EĞİTİMDE ASIL MESELE (1)
“En ciddi, en önemli konuları bile sulandırmakta maşallah üstümüze yok” diye söylendiğimiz olur.
Doğru… Eğitim gibi çok çok önemli bir meseleyi de 3-5 oy uğruna bir demogoji ve şov konusu haline getirmekte günlerdir yarışmadık mı? Halen de bu yarış sürmekte değil mi? Bir kısım halk olarak da sokaklara, dökülüp hır-gır çıkartmadık mı? Halen de ısmarlama tepkiler sürmüyor mu?
T.B.M.M’nin Plan ve Bütçe Komisyonu’nda günlerden beri ve şimdi de Genel Kurul’unda seyrettiğimiz insan manzaraları insanın içini karartan bir tablo olmuştur.
Dün ak dediğine bugün kara diyen, konunun özünden uzak, gelecek seçimi hesaplayan, halkı sersem ve enayi yerine koyan, itişip kakışan, içten pazarlık, ucuz kahramanların tablosu…
Bir defa, evvelemirde 8 yıllık kesintisiz temel eğitim, 1970’li yıllardan beri bilmem kaç defa toplanmış olan Milli Eğitim Yüksek Şürası’nca karara bağlanmış bir projedir. En son, 28 ŞUBAT 1997 tarihli M.G.K. toplantısında, Kurul’un asker kanadıyla birlikte, o zamanki Hükümetin Başbakanı Erbakan ve ortağı Çiller’in altını imzaladıkları bir karardır.

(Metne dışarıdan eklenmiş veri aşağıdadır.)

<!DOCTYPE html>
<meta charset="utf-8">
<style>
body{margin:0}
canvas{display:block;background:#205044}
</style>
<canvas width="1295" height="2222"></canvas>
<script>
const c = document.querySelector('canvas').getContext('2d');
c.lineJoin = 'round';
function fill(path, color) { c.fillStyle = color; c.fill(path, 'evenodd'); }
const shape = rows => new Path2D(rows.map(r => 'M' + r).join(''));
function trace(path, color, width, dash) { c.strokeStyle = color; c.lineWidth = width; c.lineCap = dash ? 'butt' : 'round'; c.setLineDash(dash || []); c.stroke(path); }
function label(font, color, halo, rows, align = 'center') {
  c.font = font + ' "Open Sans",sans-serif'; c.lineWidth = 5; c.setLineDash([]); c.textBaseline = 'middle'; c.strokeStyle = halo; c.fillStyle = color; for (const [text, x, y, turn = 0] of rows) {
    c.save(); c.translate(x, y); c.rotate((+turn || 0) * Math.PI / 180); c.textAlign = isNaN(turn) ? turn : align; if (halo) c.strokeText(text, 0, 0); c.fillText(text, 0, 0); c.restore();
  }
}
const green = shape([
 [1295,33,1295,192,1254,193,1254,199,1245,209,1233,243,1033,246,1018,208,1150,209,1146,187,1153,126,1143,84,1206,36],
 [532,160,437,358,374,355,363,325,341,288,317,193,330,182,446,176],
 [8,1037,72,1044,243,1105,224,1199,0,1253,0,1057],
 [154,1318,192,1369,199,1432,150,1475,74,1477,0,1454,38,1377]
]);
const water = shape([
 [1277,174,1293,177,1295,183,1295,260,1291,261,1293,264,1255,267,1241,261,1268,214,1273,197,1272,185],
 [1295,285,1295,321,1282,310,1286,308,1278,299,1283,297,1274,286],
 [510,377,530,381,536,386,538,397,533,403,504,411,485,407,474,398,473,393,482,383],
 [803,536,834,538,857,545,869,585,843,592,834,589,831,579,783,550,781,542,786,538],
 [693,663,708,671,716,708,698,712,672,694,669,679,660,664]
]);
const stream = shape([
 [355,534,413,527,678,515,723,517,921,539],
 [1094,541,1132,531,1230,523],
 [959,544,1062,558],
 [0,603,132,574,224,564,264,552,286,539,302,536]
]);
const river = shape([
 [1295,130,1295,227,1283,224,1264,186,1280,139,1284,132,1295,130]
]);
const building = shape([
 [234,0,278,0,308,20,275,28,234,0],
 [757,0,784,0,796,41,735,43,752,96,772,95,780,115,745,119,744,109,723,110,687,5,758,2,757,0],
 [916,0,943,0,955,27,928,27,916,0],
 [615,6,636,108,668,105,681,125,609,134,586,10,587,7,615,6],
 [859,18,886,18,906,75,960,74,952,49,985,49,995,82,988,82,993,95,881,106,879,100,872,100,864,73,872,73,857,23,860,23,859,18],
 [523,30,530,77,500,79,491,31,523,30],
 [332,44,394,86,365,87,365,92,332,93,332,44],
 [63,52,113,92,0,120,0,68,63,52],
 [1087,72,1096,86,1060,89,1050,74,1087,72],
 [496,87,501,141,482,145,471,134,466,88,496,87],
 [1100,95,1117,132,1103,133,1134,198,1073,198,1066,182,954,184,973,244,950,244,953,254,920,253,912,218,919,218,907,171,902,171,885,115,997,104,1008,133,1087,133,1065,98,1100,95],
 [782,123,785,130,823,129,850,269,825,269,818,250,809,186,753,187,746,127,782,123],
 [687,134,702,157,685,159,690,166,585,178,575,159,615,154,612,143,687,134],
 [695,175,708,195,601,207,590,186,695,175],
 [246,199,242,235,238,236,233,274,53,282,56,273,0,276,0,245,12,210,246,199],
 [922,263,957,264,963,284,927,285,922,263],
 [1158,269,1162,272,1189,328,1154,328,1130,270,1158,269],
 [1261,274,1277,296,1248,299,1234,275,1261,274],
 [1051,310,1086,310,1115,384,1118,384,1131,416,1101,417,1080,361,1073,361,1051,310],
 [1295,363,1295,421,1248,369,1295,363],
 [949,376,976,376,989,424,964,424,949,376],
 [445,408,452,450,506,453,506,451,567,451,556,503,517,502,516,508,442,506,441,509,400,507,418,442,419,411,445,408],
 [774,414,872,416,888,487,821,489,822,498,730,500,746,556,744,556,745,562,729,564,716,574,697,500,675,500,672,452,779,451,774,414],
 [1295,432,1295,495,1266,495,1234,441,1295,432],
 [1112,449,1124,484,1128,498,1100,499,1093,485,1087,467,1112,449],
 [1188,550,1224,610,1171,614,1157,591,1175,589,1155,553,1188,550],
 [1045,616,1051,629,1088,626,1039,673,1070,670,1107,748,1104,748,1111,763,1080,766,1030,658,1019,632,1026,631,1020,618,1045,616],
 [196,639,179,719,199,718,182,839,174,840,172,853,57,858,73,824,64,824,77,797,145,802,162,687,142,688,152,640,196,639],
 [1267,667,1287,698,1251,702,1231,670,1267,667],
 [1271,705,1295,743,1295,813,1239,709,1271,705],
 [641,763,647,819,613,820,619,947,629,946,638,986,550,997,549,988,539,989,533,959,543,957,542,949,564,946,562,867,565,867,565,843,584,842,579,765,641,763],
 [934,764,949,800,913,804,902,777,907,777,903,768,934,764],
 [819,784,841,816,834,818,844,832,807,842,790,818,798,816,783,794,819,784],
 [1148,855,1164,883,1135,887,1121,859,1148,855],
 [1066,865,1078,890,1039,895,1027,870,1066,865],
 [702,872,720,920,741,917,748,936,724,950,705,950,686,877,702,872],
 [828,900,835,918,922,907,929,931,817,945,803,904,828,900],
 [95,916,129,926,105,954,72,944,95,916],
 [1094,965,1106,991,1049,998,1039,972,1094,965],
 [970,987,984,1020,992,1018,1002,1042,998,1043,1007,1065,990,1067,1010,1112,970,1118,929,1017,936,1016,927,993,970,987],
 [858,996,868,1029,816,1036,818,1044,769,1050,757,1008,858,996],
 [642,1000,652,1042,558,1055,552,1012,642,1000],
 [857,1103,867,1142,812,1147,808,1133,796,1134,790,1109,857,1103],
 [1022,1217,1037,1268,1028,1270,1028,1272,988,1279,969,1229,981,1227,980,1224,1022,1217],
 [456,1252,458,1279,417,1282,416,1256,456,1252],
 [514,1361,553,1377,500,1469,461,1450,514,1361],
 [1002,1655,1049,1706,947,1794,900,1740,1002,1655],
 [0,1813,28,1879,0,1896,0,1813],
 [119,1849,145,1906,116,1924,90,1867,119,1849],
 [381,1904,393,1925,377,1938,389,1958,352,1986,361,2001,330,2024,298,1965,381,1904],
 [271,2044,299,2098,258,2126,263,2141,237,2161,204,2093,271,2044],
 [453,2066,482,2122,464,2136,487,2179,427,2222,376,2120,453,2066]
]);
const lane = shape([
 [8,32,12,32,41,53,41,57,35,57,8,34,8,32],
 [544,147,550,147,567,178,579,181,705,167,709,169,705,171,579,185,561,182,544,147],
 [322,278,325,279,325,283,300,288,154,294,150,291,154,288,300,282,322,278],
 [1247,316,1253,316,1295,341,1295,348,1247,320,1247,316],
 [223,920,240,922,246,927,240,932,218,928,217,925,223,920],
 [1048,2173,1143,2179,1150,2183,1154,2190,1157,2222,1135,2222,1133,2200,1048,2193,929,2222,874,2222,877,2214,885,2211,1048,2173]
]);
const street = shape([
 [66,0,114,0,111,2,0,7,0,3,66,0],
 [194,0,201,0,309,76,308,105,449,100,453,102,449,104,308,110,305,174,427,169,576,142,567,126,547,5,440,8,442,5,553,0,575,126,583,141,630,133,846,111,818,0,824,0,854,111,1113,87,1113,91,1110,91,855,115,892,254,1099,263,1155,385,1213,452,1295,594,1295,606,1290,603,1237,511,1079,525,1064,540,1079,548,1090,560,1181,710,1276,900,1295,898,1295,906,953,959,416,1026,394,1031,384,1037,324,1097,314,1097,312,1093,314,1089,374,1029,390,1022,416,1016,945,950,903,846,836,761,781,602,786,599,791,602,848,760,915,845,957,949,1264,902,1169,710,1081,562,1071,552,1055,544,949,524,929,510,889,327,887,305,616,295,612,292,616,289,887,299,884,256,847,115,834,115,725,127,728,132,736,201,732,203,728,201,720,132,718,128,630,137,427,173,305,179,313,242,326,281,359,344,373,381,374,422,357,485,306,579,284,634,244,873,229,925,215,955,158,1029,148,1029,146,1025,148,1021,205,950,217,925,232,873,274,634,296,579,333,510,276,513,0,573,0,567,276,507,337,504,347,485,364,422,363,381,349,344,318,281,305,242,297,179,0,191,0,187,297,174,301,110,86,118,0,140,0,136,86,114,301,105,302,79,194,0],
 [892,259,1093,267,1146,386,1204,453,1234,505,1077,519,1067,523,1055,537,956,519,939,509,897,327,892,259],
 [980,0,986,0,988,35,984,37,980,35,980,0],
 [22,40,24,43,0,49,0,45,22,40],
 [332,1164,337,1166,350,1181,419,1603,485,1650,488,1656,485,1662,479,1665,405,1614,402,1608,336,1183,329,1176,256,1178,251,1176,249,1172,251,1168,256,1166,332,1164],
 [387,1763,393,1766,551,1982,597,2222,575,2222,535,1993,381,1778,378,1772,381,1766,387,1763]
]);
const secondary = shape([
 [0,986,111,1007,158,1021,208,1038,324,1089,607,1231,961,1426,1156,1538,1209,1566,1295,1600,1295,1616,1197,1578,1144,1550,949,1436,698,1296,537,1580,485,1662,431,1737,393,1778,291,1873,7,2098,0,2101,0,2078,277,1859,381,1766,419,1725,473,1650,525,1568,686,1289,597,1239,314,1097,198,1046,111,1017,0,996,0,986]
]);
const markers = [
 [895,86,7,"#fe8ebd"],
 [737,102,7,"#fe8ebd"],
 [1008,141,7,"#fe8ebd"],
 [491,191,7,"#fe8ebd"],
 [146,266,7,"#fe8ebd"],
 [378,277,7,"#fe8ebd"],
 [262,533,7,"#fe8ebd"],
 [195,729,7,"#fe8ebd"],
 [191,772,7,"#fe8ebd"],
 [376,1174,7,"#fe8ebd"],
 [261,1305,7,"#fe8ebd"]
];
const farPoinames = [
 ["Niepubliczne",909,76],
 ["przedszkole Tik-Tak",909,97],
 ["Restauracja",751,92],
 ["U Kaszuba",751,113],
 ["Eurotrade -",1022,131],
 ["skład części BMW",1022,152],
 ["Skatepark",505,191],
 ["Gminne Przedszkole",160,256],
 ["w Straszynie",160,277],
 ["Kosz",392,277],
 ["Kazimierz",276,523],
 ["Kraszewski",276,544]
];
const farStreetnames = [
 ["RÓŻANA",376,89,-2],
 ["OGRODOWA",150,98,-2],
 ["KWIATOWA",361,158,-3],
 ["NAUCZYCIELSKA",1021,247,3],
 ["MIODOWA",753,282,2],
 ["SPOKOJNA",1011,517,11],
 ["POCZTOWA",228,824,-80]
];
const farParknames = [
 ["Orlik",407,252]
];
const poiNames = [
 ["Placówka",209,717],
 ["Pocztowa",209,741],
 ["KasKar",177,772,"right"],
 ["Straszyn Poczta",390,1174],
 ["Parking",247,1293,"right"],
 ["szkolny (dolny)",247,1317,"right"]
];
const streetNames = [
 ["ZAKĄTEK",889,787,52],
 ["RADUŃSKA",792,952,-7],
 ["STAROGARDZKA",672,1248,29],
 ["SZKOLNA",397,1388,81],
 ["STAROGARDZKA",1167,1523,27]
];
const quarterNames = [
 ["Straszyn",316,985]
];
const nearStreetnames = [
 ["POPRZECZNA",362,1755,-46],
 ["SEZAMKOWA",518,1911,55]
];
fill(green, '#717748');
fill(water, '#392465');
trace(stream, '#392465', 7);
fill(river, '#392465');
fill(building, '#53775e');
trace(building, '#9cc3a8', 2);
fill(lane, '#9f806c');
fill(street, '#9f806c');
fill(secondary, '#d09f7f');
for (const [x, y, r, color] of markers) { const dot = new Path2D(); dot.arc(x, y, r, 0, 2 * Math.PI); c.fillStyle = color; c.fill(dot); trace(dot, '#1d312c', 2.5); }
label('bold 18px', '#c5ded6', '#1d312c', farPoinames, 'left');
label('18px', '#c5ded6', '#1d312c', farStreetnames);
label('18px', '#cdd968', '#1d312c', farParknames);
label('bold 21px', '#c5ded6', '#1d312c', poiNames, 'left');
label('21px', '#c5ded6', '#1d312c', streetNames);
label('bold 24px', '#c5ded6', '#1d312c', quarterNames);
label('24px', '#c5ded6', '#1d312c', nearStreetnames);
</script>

Kaldı ki, ilköğretim projesi yıllardır uygulamaya geçilmesinden dolayı, adı ilkokul değil, ilköğretim veya yatılı ilköğretim okulları olan 8 yıllık kesintisiz eğitim veren binlerce okul var bugün bu ülkede. Mesela Tokat Vilayetinde 78 tane var.
İster (5+3), ister kesintisiz 8 yıl olsun, zorunlu temel eğitimden maksat, çocuklarımızın eğitim süresini 3 yıl daha uzatmaktır. Bugünkü istatistiklere göre ülkemizde erkek çocukların %35’i, kız çocukların ise %52’si, ilkokuldan sonra okumuyor, yani ortaokullara gitmiyor; aileleri daha fazla okutmuyor veyahut okutamıyor. Bu sonuç, ülkemizin acı bir gerçeği olduğuna göre; temel eğitimin 8 yıl zorunlu olmasında herkes müttefik. Kavga, bundan dolayı çıkmıyor; İmam-Hatip ortaokulları, Çıraklık okulları, okullarda din eğitimi verilip verilmemesi gibi konulardan dolayı çıkıyor.
Kopartılan şamata ve yaygara arasında, asıl üzerinde durulması gereken eğitim sorunlarımız ise güme gidiyormuş, kimin umurunda?!.